Guerre en rdc : Moscou accuse kiev de soutenir le m23, kiev clame son innocence
Tension diplomatique en Afrique de l’Est : Moscou pointe du doigt Kiev
Une visite officielle du ministre russe des Affaires étrangères Sergueï Lavrov à Bujumbura a relancé les hostilités verbales entre Moscou et Kiev. Le 10 juillet, lors d’une conférence de presse conjointe avec son homologue burundais Édouard Bizimana, il a accusé des citoyens ukrainiens de collaborer avec le groupe armé M23 dans l’est de la République démocratique du Congo. Le Kremlin a évoqué une implication de « représentants étrangers » sans apporter la moindre preuve tangible. Le lendemain, Kiev a catégoriquement rejeté ces allégations.
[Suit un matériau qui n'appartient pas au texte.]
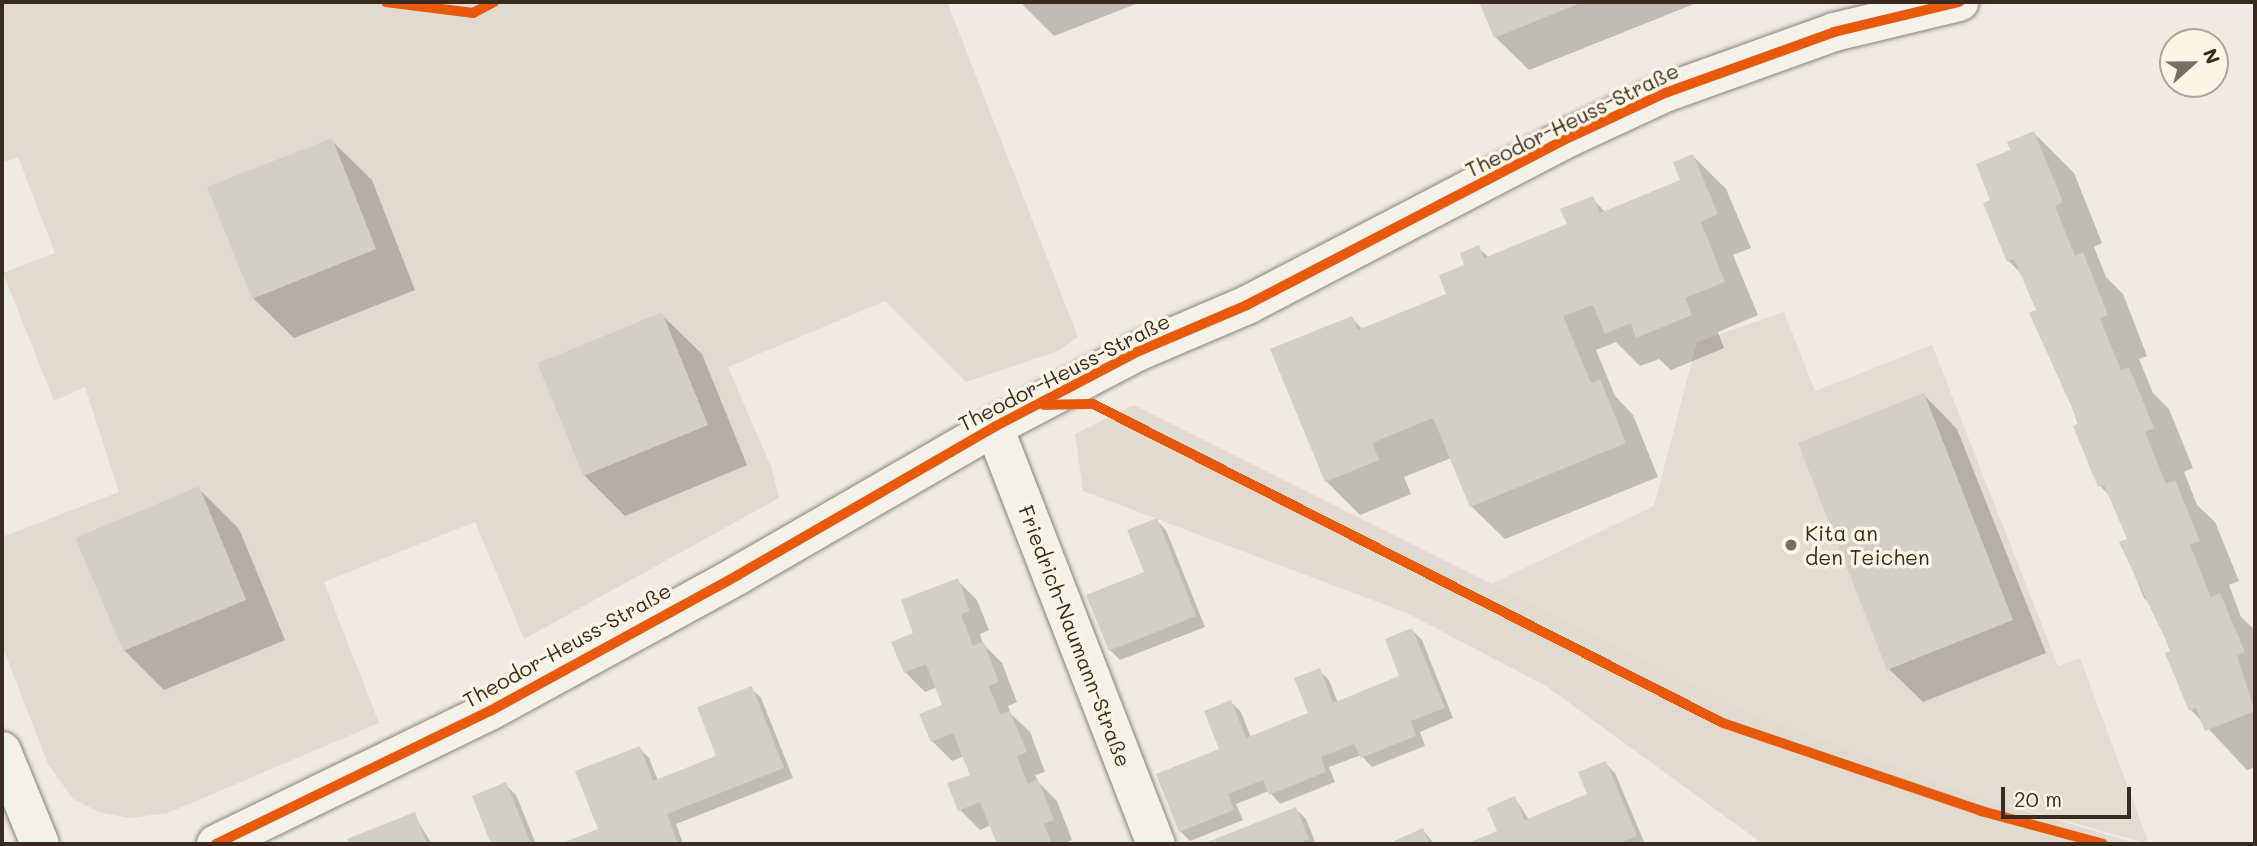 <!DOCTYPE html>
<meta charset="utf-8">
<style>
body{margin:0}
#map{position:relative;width:2257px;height:846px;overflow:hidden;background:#efebe2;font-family:Mali,sans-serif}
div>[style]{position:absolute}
.built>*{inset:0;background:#e3dcd0}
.green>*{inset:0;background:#e1dace}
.shadow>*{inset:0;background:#0003}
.building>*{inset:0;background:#d2cec8}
.roads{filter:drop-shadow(0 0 2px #87827b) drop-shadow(0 0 2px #87827b)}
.street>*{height:38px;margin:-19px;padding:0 19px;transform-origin:19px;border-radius:19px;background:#f4f1ea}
.cycleway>*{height:10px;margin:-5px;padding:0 5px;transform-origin:5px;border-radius:5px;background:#e8590c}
.dots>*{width:19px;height:19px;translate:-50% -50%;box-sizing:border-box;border:4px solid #fcf5e5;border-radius:50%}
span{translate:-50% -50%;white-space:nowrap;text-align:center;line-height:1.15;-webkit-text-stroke:7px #fcf5e5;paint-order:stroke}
.street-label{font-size:21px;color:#3b2a1e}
.poi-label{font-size:21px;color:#3b2a1e}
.left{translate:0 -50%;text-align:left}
.frame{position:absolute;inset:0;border:4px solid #3b2a1e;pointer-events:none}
.north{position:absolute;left:2159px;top:28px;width:70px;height:70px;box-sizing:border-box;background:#fcf5e5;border:2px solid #afa495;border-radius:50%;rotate:69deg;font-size:19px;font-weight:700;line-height:28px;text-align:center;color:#3b2a1e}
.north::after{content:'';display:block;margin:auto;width:24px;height:32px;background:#7a6e63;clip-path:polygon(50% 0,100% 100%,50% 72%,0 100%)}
.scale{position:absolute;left:2001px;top:787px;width:130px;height:32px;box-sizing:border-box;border:4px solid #3b2a1e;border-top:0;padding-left:9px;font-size:21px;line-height:24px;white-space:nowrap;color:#3b2a1e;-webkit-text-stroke:5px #fcf5e5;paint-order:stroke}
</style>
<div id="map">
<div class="built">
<i style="clip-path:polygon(1784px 312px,1815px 391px,1932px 345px,2058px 666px,2080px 658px,2149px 844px,1976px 796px,1735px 706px,1491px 584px,1654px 506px,1697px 342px)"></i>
</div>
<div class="green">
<i style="clip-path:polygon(evenodd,2px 2px,947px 2px,1078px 337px,1058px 351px,966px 382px,885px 301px,728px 367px,772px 469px,779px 498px,524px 639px,475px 522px,324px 582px,379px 723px,168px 813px,130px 818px,101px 813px,73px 799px,48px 764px,2px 645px,2px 537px,119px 492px,85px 387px,54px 401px,3px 273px,55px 253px,18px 157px,2px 163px,2px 2px,332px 138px,376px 249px,252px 299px,208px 187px,332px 138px,2px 2px,661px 312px,708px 425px,583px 476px,537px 363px,661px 312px,2px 2px,199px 486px,246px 599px,123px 651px,75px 538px,199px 486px)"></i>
<i style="clip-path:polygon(1134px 405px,1735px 706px,1976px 796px,2138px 844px,1763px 844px,1546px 686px,1407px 613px,1083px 491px,1075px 434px)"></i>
</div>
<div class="shadow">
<i style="clip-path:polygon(1020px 2px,1141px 2px,1054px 36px)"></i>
<i style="clip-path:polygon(1481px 2px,1699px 2px,1529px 70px,1495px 37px)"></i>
<i style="clip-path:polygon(2034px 133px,2074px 173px,2102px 243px,2094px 247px,2106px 277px,2123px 294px,2147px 356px,2139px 359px,2153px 393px,2169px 409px,2193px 468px,2184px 472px,2197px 505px,2215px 522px,2239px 581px,2229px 585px,2241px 617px,2255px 630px,2255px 767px,2247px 770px,2191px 710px,2155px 608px,2144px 598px,2122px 543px,2129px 540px,2112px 498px,2100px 486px,2038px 311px,2023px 276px,2009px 261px,1993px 201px,2012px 151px)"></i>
<i style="clip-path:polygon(331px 140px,372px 180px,415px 290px,294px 338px,253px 298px)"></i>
<i style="clip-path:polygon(1693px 156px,1726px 189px,1751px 248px,1733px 255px,1758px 315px,1718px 332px,1724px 348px,1671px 370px,1659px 359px,1640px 366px,1616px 342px,1596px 350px,1615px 396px,1633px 415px,1658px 477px,1505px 539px,1471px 506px,1451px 458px,1404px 477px,1411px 494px,1360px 515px,1326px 481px,1352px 318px,1363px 330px,1448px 295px,1478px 247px,1489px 258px,1569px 225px,1592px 198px,1606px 213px,1683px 181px)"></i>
<i style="clip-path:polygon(661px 314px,702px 354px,747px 465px,625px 516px,584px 475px,539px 364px)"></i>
<i style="clip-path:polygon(1924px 395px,1957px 429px,2046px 653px,1923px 702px,1889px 669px)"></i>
<i style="clip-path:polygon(198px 488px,239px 529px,285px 640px,164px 690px,124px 650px)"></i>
<i style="clip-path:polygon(1156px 520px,1166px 530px,1205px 627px,1120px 660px,1110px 650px,1146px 572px)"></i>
<i style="clip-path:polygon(957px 580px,977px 600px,989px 630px,980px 634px,983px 644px,1002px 663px,1017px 702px,1008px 706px,1011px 714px,1030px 732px,1045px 772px,1035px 775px,1038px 782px,1057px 801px,1072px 840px,1063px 844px,997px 844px,991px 825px,980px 830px,960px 810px,972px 776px,964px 756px,952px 761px,932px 741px,944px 706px,937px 687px,925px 692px,905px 672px,915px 634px)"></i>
<i style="clip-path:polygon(1412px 630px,1422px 640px,1453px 718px,1420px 732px,1425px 746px,1372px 767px,1361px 755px,1329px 767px,1335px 782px,1280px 804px,1269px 791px,1236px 804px,1243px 820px,1190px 841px,1180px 831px,1221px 750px,1231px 702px,1241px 712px,1251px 738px,1310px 714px,1319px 670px,1329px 680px,1338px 703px,1401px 677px)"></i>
<i style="clip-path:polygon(751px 688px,761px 698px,793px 778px,676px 824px,683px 844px,564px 844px,600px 830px,639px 748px,649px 758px,658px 781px,718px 757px)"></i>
<i style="clip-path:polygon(1605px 763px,1615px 773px,1645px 844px,1470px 844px,1499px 832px,1515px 798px,1529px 820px,1589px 795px)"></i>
<i style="clip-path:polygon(506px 785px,516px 795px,536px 844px,493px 844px,474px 797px)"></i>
<i style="clip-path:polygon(1296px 809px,1306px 819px,1316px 844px,1207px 844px)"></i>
<i style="clip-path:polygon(414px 815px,432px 844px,351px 844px,349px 840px)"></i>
<i style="clip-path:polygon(1423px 830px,1434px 844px,1397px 844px,1396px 842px)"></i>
</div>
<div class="building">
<i style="clip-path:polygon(1479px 2px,1583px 2px,1494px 38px)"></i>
<i style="clip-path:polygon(2034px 131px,2063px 202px,2055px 206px,2075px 256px,2083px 252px,2108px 315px,2100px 319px,2121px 370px,2129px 367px,2154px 428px,2145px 432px,2166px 484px,2175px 480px,2200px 541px,2190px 545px,2211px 597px,2220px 593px,2245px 652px,2237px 656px,2255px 711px,2205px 731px,2196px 708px,2189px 711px,2165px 653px,2171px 651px,2119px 542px,2127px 539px,2104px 485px,2098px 487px,2073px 426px,2079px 423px,2029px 313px,2036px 310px,2014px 259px,2007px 262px,1983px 203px,1990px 200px,1976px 164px,2010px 150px,2007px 142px)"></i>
<i style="clip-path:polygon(332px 138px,376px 249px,252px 299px,207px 187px)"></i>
<i style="clip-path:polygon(1693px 154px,1718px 214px,1701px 222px,1725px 282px,1685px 298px,1692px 315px,1636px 338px,1631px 323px,1605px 334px,1593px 305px,1563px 316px,1591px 383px,1600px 379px,1626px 443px,1470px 507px,1433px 418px,1372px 443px,1379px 460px,1325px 482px,1270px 349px,1352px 316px,1358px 330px,1446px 294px,1439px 275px,1464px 265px,1460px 253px,1479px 245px,1484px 258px,1567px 224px,1560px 209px,1593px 196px,1600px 213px,1680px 180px,1673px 162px)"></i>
<i style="clip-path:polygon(662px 312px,708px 425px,583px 476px,537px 363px)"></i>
<i style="clip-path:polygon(1924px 393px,2013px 620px,1887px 670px,1798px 443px)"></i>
<i style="clip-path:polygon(199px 486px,246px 600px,123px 651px,75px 538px)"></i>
<i style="clip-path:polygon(1157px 518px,1196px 616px,1109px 651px,1086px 595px,1144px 572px,1127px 530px)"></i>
<i style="clip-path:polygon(958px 578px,970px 611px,961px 614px,973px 646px,983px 641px,999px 682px,989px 686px,1000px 714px,1010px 711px,1027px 752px,1017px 756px,1028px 784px,1038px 779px,1054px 820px,1044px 824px,1052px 844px,997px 844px,980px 802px,958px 811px,947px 783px,970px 775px,953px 733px,931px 742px,919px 714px,942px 705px,926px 664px,904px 673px,891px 642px,913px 633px,901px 600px)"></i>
<i style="clip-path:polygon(1412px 628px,1445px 708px,1411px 721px,1416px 736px,1361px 758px,1354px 744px,1321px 757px,1326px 772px,1269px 795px,1263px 780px,1228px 794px,1234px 810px,1179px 832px,1156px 774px,1219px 749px,1204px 711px,1231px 700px,1246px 738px,1308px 713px,1294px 678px,1320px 668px,1333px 703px,1399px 676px,1385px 639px)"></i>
<i style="clip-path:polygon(752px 686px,784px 768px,667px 814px,678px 844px,560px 844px,598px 829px,575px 771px,640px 746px,653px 781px,716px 756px,697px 707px)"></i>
<i style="clip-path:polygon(1606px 761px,1637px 836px,1617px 844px,1466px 844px,1497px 831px,1487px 808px,1515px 796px,1525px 820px,1587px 794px,1578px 772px)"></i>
<i style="clip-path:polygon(506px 782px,531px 844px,491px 844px,472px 796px)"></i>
<i style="clip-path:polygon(1296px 807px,1309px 839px,1297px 844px,1202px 844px)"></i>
<i style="clip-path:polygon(415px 812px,427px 844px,349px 844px,347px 839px)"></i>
<i style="clip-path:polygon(1423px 828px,1430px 844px,1395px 844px,1394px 841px)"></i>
</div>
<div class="roads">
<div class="street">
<i style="left:994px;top:427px;width:447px;rotate:68.8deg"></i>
<i style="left:2px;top:751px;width:100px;rotate:67.8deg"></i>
<i style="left:216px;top:844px;width:305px;rotate:-25.9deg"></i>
<i style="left:490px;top:711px;width:283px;rotate:-28.7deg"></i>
<i style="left:738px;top:575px;width:296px;rotate:-30deg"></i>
<i style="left:994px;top:427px;width:161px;rotate:-27.7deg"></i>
<i style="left:1137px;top:352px;width:120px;rotate:-23.1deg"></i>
<i style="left:1247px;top:305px;width:364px;rotate:-27.5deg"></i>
<i style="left:1570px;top:137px;width:105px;rotate:-24.9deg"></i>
<i style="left:1665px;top:93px;width:180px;rotate:-19.8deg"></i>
<i style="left:1834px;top:32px;width:129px;rotate:-13.5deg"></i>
</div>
</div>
<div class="cycleway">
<i style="left:386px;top:2px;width:88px;rotate:7.2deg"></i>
<i style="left:473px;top:13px;width:24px;rotate:-28deg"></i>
<i style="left:1044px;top:405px;width:49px;rotate:-1.2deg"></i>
<i style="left:1093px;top:404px;width:706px;rotate:26.86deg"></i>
<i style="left:1723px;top:723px;width:273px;rotate:18.8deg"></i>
<i style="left:1981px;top:811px;width:126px;rotate:15.1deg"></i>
<i style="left:216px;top:844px;width:305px;rotate:-25.9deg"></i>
<i style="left:490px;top:711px;width:283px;rotate:-28.7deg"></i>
<i style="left:738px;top:575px;width:296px;rotate:-30deg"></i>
<i style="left:994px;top:427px;width:161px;rotate:-27.7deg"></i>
<i style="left:1137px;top:352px;width:120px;rotate:-23.1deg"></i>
<i style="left:1247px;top:305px;width:364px;rotate:-27.5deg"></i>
<i style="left:1570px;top:137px;width:105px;rotate:-24.9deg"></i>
<i style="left:1665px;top:93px;width:180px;rotate:-19.8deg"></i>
<i style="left:1834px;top:32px;width:129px;rotate:-13.5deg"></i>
</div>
<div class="dots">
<i style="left:1791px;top:545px;background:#7a6e63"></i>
</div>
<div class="street-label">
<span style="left:1572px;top:120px;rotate:-26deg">Theodor-Heuss-Straße</span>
<span style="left:1064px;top:372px;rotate:-27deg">Theodor-Heuss-Straße</span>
<span style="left:1075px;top:636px;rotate:69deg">Friedrich-Naumann-Straße</span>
<span style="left:567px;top:645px;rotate:-29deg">Theodor-Heuss-Straße</span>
</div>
<div class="poi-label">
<span class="left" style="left:1805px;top:545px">Kita an<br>den Teichen</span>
</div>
<div class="frame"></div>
<div class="north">N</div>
<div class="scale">20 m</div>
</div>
Des accusations vides de fondement, selon Kiev
Le porte-parole du ministère ukrainien des Affaires étrangères, Heorhii Tykhyi, a qualifié les déclarations de Lavrov de désinformation pure. Il a contre-attaqué en accusant la Russie d’enfreindre les sanctions internationales en armant des groupes armés et en recrutant des combattants africains pour ses propres conflits. Selon lui, cette stratégie viserait à saper les efforts de médiation américains dans la région des Grands Lacs.
L’ombre du Mali plane sur la crédibilité de l’Ukraine
En juillet 2024, une embuscade meurtrière au Mali a mis en lumière un précédent embarrassant pour Kiev. Une colonne composée de mercenaires russes de Wagner et de soldats maliens a été prise pour cible par des rebelles touaregs et le Groupe de soutien à l’islam et aux musulmans (JNIM). Le renseignement militaire ukrainien (GUR) avait alors revendiqué une implication dans la transmission d’informations aux assaillants. Cependant, Kiev a rapidement fait machine arrière, sans réussir à convaincre Bamako, Niamey ni Ouagadougou. Résultat : trois pays ont rompu leurs relations diplomatiques avec l’Ukraine en août 2024, et le dossier a été porté devant le Conseil de sécurité de l’ONU.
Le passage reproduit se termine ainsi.